# Sonic Index Builder

This notebook builds the audio and semantic index for the EraEx recommendation system.
It fetches tracks from Deezer, downloads previews, computes audio vectors, and encodes metadata into semantic vectors.

In [None]:
import sys
import os

# Add project root to path for imports
project_root = os.path.abspath(os.path.join(os.getcwd(), '..'))
if project_root not in sys.path:
    sys.path.append(project_root)

import requests
import pickle
import numpy as np
import time
from tqdm.notebook import tqdm

from src.audio.processor import AudioProcessor
from src.audio.semantic import SemanticEncoder

## Configuration

Set the limit for how many tracks to process.

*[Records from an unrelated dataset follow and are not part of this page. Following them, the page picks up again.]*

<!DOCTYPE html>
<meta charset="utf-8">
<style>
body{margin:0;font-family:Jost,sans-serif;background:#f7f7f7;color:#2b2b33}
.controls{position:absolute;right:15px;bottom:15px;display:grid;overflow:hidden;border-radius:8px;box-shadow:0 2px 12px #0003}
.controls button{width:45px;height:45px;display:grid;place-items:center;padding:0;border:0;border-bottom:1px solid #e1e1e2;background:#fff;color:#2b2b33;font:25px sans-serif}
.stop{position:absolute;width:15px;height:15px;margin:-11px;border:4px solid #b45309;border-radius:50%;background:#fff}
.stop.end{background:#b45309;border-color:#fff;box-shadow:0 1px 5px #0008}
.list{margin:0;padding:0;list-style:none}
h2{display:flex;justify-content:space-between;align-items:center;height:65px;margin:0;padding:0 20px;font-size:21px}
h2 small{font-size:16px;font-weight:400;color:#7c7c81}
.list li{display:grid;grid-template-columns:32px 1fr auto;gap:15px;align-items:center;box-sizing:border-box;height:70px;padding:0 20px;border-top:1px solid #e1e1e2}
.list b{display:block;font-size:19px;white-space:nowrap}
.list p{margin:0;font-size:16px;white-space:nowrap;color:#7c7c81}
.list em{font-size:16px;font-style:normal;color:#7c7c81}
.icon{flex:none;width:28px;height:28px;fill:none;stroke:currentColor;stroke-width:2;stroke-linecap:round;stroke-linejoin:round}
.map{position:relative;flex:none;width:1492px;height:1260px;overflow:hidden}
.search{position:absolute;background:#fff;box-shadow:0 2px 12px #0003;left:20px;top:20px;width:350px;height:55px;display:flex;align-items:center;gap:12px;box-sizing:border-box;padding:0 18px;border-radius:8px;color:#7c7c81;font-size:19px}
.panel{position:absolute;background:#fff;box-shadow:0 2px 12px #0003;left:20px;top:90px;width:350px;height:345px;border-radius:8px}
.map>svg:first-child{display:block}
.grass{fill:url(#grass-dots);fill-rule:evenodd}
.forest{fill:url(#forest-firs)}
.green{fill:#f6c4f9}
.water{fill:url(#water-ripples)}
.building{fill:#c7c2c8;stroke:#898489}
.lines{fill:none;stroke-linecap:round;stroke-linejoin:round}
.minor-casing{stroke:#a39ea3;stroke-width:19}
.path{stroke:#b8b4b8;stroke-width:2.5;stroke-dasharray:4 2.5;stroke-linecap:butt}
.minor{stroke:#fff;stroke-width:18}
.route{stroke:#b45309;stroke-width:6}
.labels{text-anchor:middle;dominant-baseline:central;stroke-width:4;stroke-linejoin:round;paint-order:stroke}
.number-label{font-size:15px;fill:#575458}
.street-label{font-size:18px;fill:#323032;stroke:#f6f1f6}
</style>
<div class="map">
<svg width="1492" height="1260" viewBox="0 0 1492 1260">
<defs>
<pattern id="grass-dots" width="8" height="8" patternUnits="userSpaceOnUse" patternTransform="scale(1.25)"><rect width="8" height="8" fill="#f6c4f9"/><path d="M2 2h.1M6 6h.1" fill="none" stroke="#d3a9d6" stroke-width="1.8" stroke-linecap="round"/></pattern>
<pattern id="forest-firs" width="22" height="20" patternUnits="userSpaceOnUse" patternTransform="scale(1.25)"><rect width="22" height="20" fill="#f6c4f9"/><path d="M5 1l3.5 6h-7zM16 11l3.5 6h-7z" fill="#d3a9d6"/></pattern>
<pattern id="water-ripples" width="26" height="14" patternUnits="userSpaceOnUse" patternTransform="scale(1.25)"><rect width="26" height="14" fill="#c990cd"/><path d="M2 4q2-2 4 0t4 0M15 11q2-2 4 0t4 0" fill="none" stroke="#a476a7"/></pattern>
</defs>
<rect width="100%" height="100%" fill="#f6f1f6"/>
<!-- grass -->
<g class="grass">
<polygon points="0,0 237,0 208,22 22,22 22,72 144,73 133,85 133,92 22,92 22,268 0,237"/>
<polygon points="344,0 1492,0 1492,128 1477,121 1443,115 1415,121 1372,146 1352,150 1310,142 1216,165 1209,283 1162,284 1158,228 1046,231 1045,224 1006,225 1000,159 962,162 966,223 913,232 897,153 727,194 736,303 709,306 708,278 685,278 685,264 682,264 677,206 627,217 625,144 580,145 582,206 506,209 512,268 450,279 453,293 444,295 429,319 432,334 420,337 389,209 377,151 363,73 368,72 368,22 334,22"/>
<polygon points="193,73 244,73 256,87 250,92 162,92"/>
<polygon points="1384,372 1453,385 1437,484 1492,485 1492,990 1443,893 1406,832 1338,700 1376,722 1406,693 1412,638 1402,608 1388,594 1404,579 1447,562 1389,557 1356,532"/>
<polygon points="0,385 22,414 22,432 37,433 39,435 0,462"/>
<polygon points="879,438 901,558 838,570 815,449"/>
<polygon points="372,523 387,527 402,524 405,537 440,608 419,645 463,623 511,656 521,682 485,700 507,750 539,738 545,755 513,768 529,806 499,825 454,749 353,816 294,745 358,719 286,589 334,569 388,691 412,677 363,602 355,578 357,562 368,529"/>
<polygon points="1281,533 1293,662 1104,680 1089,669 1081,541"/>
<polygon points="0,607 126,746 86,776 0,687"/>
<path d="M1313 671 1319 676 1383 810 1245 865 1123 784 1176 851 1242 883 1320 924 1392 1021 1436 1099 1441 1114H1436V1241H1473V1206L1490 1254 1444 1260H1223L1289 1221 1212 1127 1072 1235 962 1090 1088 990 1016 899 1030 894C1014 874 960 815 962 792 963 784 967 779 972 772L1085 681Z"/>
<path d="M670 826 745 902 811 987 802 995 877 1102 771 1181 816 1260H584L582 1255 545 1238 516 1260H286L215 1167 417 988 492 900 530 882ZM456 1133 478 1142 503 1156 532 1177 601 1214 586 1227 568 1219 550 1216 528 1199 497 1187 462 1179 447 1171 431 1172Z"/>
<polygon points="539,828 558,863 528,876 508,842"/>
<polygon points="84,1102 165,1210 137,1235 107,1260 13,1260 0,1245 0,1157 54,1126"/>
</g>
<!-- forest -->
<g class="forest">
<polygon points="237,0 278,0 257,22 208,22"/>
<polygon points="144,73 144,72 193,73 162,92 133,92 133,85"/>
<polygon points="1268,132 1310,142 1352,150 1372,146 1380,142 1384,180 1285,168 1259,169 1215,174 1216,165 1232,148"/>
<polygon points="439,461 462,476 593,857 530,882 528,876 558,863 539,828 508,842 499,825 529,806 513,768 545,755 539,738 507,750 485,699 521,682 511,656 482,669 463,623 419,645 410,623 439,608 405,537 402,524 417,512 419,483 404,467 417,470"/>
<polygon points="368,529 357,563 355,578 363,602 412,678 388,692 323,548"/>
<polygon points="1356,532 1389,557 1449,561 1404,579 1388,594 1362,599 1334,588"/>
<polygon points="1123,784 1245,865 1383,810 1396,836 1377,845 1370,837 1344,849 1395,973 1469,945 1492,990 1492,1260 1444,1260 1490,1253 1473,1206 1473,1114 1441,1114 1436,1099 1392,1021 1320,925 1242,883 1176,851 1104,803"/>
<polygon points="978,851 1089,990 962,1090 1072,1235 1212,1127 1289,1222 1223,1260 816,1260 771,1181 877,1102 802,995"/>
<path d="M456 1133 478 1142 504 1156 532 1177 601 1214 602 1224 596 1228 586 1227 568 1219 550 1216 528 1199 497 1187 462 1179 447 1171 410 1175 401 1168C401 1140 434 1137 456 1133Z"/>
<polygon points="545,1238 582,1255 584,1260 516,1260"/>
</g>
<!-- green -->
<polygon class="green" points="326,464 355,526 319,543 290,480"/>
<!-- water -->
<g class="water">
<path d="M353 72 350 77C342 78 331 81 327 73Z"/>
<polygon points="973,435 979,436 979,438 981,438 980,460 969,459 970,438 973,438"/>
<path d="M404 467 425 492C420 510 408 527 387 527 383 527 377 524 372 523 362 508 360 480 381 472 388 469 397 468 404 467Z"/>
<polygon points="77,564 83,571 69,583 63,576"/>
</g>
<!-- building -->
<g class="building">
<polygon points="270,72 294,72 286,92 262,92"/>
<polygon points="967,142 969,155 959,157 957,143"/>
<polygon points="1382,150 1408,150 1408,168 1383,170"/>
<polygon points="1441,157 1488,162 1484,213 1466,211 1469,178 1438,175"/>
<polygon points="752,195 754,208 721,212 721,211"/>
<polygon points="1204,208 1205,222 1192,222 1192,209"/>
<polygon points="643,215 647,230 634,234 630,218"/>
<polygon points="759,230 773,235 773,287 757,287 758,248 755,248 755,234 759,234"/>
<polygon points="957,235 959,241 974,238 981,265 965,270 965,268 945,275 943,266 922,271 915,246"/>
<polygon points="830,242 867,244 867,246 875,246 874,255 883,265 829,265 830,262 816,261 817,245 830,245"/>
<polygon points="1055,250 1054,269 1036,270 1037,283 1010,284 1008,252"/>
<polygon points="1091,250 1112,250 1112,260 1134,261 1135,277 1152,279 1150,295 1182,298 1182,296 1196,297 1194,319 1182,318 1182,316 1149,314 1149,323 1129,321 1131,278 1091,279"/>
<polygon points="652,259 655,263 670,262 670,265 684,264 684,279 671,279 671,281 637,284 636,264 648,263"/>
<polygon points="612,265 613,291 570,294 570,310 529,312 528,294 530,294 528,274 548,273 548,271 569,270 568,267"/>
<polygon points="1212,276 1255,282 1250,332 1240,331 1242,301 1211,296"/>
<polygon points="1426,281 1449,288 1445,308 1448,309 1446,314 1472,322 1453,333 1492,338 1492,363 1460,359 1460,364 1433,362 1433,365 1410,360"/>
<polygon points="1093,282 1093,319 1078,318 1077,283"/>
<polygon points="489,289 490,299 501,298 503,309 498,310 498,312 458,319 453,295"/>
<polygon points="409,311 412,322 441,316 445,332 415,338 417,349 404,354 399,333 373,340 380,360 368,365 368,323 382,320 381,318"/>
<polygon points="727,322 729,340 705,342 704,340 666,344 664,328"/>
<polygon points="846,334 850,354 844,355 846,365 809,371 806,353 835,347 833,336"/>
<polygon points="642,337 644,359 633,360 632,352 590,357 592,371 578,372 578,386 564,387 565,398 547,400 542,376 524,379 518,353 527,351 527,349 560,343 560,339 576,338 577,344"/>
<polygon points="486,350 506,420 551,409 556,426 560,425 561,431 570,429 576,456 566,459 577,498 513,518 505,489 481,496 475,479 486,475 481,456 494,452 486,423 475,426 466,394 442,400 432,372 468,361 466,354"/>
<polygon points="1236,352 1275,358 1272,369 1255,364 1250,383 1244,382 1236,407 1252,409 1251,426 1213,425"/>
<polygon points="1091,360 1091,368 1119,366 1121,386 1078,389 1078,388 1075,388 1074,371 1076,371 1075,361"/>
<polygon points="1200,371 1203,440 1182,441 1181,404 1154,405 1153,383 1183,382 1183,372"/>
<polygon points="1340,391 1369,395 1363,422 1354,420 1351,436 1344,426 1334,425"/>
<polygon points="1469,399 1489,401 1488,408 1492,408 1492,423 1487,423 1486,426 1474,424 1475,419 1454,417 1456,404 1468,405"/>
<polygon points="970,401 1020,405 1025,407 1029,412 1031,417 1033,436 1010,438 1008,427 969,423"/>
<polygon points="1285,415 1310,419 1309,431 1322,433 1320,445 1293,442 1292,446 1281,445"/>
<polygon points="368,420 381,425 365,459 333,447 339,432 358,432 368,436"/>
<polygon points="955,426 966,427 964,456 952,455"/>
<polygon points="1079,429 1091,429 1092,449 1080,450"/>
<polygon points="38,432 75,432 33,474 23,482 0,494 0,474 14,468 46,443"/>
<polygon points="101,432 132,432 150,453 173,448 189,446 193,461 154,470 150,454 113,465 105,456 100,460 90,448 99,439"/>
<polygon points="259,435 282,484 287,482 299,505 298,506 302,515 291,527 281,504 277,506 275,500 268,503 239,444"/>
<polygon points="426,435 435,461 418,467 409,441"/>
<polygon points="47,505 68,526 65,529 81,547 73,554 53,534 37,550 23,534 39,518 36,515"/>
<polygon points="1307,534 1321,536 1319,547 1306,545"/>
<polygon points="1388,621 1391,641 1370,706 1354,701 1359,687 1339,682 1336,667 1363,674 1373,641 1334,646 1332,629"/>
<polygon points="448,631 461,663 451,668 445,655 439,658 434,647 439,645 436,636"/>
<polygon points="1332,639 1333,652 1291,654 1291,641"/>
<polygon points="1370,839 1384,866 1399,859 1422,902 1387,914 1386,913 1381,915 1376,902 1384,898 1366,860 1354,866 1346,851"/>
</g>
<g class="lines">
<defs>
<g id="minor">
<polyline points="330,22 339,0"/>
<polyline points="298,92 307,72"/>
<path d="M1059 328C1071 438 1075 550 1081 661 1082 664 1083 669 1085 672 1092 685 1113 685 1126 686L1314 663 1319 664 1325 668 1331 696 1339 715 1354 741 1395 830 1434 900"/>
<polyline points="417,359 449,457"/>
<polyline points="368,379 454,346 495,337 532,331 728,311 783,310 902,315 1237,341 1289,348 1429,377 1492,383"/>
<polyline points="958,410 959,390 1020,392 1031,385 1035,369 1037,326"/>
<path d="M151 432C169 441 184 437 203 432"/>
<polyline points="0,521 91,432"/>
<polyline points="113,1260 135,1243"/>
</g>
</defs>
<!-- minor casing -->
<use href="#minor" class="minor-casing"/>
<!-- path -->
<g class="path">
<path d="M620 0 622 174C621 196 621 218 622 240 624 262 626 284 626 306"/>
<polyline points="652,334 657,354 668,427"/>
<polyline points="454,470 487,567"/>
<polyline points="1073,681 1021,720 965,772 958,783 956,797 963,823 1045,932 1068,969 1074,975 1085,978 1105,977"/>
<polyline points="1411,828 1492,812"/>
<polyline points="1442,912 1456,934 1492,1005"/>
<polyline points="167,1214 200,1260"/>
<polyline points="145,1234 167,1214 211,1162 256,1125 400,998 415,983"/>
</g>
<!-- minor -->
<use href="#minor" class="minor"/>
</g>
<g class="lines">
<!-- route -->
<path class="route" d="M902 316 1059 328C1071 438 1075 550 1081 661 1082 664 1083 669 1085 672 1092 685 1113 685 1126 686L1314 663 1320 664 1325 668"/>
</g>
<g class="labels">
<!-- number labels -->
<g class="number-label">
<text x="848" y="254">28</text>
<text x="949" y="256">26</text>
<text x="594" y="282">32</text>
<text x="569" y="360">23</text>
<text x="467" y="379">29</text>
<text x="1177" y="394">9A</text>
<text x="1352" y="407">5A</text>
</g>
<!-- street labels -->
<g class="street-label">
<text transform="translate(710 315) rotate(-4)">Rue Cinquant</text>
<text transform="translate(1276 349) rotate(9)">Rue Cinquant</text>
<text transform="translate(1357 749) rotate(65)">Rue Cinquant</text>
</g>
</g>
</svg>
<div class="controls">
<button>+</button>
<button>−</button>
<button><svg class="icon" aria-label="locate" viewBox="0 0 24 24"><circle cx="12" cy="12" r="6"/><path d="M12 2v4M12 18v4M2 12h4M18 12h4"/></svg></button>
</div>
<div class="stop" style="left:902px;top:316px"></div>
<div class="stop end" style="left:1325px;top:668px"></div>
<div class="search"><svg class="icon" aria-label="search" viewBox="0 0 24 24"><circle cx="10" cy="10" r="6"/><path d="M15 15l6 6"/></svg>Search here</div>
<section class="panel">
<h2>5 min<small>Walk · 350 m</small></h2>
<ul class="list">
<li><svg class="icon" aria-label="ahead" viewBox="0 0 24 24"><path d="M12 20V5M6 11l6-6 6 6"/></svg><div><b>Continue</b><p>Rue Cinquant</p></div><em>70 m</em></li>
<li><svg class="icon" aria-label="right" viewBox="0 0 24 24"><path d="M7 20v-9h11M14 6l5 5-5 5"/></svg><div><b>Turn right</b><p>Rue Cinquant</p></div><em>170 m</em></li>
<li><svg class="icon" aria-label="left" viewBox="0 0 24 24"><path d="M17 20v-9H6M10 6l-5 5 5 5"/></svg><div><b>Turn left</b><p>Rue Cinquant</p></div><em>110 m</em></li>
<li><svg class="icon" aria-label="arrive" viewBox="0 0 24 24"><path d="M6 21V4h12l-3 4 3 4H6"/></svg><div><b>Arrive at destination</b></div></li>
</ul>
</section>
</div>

For production, set this to 100,000 or more.

In [None]:
LIMIT = 50  # Number of tracks to process
OUTPUT_DIR = os.path.join(project_root, 'data', 'indices')
os.makedirs(OUTPUT_DIR, exist_ok=True)
OUTPUT_FILE = os.path.join(OUTPUT_DIR, 'sonic_index.pkl')

## Build Logic

In [None]:
def build_index(limit=LIMIT):
    print(f"--- Starting Sonic Index Build (Limit: {limit}) ---")
    
    # 1. Initialize Engines
    print("Initializing Audio Processor...")
    audio_proc = AudioProcessor()
    print("Initializing Semantic Encoder...")
    semantic_enc = SemanticEncoder()
    
    # 2. Fetch Tracks (Deezer Top Charts as seed)
    # In a real scenario, you might iterate over a list of ISRC codes or more diverse endpoints
    url = "https://api.deezer.com/chart/0/tracks"
    params = {'limit': limit}
    try:
        r = requests.get(url, params=params)
        r.raise_for_status()
        tracks = r.json().get('data', [])
    except Exception as e:
        print(f"Error fetching tracks: {e}")
        return
    
    print(f"Fetched {len(tracks)} tracks from Deezer Charts.")
    
    sonic_data = []
    
    for i, track in enumerate(tqdm(tracks, desc="Processing Tracks")):
        try:
            # A. Audio Analysis
            preview_url = track.get('preview')
            audio_vec = None
            if preview_url:
                result = audio_proc.analyze_url(preview_url)
                if result:
                    audio_vec = result['vector']
            
            # B. Semantic Analysis
            meta_text = f"{track['title']} by {track['artist']['name']} album {track['album']['title']}"
            semantic_vec = semantic_enc.encode(meta_text)
            
            # C. Store
            if audio_vec is not None and semantic_vec is not None:
                sonic_data.append({
                    'id': track['id'],
                    'title': track['title'],
                    'artist': track['artist']['name'],
                    'audio_vector': audio_vec,
                    'semantic_vector': semantic_vec,
                    'preview': preview_url
                })
        except Exception as e:
            print(f"Skipping track {track.get('title', 'Unknown')}: {e}")
            continue
            
        # Rate limit
        time.sleep(0.5)

    # 3. Save Index
    with open(OUTPUT_FILE, 'wb') as f:
        pickle.dump(sonic_data, f)
        
    print(f"\n--- Build Complete ---")
    print(f"Saved {len(sonic_data)} tracks to {OUTPUT_FILE}")

In [None]:
# Run the build
build_index(limit=LIMIT)